- [Task statement] What do the lines say from the start of the entries through the one containing "M128 60 137"? Repeat them exactly.

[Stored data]
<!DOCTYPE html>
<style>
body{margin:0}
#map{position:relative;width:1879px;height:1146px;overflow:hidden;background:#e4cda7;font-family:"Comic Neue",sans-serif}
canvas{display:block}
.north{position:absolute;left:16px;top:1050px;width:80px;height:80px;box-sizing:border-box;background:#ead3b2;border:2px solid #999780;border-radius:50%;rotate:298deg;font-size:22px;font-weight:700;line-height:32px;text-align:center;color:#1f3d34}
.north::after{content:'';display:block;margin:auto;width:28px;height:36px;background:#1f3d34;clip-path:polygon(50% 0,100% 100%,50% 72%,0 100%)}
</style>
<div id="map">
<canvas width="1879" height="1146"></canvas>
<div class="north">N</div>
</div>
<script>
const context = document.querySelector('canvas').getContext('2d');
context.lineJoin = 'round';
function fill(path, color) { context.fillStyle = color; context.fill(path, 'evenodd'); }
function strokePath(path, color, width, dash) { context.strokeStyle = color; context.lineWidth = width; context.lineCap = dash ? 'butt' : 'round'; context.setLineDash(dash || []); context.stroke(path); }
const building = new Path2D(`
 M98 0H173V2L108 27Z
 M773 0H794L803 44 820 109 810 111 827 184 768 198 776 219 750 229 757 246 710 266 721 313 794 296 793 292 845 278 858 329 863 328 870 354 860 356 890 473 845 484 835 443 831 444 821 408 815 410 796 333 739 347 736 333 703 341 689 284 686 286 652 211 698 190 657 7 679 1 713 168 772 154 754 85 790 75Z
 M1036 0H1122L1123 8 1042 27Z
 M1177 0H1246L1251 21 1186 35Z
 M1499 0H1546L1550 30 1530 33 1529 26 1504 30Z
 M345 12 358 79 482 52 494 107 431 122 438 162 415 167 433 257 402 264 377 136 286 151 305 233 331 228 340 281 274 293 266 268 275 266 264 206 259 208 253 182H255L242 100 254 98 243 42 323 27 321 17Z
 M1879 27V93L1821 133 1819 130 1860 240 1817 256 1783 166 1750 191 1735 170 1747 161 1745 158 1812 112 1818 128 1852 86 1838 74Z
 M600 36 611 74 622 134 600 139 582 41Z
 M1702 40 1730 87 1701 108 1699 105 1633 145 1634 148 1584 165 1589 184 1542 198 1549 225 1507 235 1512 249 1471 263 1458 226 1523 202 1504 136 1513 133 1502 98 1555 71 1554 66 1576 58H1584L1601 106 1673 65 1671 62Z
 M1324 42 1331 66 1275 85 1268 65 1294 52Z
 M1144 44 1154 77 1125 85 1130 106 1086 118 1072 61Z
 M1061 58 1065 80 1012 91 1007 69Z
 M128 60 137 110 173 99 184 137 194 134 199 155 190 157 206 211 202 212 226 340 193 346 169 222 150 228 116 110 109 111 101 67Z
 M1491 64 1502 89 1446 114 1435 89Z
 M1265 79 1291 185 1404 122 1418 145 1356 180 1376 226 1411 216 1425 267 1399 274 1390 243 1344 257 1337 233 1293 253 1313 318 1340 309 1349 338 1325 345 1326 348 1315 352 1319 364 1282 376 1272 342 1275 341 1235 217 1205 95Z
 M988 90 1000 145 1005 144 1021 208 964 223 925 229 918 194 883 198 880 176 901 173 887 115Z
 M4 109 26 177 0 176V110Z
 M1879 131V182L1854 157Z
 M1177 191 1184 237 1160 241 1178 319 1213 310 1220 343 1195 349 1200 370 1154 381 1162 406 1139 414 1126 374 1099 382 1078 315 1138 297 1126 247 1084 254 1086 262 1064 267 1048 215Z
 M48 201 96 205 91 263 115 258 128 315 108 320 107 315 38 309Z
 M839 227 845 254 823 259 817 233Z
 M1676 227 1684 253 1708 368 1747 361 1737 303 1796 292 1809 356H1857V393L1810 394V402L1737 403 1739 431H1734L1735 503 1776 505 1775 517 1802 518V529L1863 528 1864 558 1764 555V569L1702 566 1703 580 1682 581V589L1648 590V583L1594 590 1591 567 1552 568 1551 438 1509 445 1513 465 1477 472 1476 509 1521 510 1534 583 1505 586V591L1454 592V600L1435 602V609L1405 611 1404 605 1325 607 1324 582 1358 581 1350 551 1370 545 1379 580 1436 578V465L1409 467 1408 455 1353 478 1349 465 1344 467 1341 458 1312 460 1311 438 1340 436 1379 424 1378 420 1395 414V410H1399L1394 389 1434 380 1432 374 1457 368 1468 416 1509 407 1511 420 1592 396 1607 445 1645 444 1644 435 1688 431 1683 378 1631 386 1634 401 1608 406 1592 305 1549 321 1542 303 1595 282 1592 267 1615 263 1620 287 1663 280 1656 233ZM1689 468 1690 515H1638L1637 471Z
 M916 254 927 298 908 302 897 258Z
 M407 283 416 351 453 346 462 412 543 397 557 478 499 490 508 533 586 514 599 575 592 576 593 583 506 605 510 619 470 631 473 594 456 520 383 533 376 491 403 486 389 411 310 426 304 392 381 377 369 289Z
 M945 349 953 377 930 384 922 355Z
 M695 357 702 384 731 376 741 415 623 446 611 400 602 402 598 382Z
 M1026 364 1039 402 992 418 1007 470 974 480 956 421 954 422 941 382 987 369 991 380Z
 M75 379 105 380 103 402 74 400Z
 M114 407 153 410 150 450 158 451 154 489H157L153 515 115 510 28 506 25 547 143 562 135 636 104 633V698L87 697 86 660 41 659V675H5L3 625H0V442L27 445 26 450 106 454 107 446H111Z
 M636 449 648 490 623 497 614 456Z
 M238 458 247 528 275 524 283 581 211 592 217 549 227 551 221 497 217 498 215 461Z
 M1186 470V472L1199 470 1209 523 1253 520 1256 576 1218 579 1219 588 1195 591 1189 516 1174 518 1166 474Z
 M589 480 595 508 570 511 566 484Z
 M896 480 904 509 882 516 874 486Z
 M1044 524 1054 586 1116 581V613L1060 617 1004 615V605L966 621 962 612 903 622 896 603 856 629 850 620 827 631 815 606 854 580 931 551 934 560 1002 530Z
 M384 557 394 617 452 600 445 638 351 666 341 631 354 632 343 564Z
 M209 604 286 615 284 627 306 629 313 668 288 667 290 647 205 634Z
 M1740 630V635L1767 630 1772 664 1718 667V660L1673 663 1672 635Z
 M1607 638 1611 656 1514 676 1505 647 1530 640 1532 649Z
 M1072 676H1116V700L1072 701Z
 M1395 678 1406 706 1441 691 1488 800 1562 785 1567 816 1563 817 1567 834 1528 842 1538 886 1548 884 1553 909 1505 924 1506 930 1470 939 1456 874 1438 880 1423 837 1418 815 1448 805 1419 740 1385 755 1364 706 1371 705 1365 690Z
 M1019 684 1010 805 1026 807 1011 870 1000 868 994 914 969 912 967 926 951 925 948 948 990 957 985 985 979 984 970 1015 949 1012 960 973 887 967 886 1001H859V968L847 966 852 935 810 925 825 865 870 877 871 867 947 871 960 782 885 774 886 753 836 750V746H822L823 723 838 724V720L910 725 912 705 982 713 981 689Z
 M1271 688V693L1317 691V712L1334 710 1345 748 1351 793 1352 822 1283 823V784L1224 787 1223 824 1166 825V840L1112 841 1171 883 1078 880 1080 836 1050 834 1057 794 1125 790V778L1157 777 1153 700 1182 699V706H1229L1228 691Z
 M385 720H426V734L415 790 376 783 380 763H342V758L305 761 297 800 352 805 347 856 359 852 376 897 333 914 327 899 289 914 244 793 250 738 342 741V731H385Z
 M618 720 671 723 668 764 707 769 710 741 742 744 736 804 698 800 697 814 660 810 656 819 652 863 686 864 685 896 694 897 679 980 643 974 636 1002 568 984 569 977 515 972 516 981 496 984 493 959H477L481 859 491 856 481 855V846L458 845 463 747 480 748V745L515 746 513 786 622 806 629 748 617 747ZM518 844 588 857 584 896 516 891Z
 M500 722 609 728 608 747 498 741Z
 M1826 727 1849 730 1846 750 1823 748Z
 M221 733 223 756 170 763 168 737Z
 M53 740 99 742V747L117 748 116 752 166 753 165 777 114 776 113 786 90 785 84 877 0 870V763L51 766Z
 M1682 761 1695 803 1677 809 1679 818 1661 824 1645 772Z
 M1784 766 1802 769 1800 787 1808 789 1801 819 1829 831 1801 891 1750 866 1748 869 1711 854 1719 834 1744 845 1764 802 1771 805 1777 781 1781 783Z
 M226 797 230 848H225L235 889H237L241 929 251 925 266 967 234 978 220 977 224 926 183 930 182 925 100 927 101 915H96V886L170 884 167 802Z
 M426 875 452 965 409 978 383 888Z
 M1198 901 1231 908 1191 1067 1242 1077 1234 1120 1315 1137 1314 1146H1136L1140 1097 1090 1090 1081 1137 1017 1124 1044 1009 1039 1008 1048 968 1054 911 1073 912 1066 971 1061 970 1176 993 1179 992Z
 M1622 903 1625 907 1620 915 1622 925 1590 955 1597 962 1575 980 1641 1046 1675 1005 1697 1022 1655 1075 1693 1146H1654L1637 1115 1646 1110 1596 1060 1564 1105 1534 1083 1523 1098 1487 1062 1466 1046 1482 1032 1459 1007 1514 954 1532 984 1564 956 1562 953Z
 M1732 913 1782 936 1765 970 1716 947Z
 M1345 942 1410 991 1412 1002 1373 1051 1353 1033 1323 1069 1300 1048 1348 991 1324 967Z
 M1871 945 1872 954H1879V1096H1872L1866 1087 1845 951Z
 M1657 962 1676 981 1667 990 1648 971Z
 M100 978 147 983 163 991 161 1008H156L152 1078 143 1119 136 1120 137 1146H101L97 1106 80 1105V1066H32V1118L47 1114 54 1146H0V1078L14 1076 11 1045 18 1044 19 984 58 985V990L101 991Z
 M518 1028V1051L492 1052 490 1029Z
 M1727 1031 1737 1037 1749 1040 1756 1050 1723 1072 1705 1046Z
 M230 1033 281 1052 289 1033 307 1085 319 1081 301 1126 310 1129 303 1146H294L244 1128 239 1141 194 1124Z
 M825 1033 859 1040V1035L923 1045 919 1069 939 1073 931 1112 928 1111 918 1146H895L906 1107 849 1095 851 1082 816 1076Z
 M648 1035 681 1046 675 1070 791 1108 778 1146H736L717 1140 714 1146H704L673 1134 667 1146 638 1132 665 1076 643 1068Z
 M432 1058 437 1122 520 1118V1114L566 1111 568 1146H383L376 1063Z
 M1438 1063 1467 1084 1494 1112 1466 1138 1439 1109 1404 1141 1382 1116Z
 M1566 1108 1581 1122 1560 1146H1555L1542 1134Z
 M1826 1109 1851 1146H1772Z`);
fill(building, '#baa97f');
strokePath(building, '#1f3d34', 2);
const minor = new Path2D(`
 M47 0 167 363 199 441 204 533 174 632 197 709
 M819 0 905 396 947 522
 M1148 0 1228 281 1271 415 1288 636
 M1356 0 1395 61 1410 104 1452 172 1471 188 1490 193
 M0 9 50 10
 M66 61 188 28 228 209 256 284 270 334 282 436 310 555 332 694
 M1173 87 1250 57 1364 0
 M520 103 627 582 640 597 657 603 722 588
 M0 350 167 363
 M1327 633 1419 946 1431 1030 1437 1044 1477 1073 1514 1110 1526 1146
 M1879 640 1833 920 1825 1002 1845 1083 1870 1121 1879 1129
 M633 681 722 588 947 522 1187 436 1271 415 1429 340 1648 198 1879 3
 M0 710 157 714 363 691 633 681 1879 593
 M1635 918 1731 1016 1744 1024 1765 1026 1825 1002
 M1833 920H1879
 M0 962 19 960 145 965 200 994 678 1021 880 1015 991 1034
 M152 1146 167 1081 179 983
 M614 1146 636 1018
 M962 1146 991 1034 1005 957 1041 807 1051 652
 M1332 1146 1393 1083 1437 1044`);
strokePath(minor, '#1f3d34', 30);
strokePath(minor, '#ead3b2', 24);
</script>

- [Problem solution]
<!DOCTYPE html>
<style>
body{margin:0}
#map{position:relative;width:1879px;height:1146px;overflow:hidden;background:#e4cda7;font-family:"Comic Neue",sans-serif}
canvas{display:block}
.north{position:absolute;left:16px;top:1050px;width:80px;height:80px;box-sizing:border-box;background:#ead3b2;border:2px solid #999780;border-radius:50%;rotate:298deg;font-size:22px;font-weight:700;line-height:32px;text-align:center;color:#1f3d34}
.north::after{content:'';display:block;margin:auto;width:28px;height:36px;background:#1f3d34;clip-path:polygon(50% 0,100% 100%,50% 72%,0 100%)}
</style>
<div id="map">
<canvas width="1879" height="1146"></canvas>
<div class="north">N</div>
</div>
<script>
const context = document.querySelector('canvas').getContext('2d');
context.lineJoin = 'round';
function fill(path, color) { context.fillStyle = color; context.fill(path, 'evenodd'); }
function strokePath(path, color, width, dash) { context.strokeStyle = color; context.lineWidth = width; context.lineCap = dash ? 'butt' : 'round'; context.setLineDash(dash || []); context.stroke(path); }
const building = new Path2D(`
 M98 0H173V2L108 27Z
 M773 0H794L803 44 820 109 810 111 827 184 768 198 776 219 750 229 757 246 710 266 721 313 794 296 793 292 845 278 858 329 863 328 870 354 860 356 890 473 845 484 835 443 831 444 821 408 815 410 796 333 739 347 736 333 703 341 689 284 686 286 652 211 698 190 657 7 679 1 713 168 772 154 754 85 790 75Z
 M1036 0H1122L1123 8 1042 27Z
 M1177 0H1246L1251 21 1186 35Z
 M1499 0H1546L1550 30 1530 33 1529 26 1504 30Z
 M345 12 358 79 482 52 494 107 431 122 438 162 415 167 433 257 402 264 377 136 286 151 305 233 331 228 340 281 274 293 266 268 275 266 264 206 259 208 253 182H255L242 100 254 98 243 42 323 27 321 17Z
 M1879 27V93L1821 133 1819 130 1860 240 1817 256 1783 166 1750 191 1735 170 1747 161 1745 158 1812 112 1818 128 1852 86 1838 74Z
 M600 36 611 74 622 134 600 139 582 41Z
 M1702 40 1730 87 1701 108 1699 105 1633 145 1634 148 1584 165 1589 184 1542 198 1549 225 1507 235 1512 249 1471 263 1458 226 1523 202 1504 136 1513 133 1502 98 1555 71 1554 66 1576 58H1584L1601 106 1673 65 1671 62Z
 M1324 42 1331 66 1275 85 1268 65 1294 52Z
 M1144 44 1154 77 1125 85 1130 106 1086 118 1072 61Z
 M1061 58 1065 80 1012 91 1007 69Z
 M128 60 137 110 173 99 184 137 194 134 199 155 190 157 206 211 202 212 226 340 193 346 169 222 150 228 116 110 109 111 101 67Z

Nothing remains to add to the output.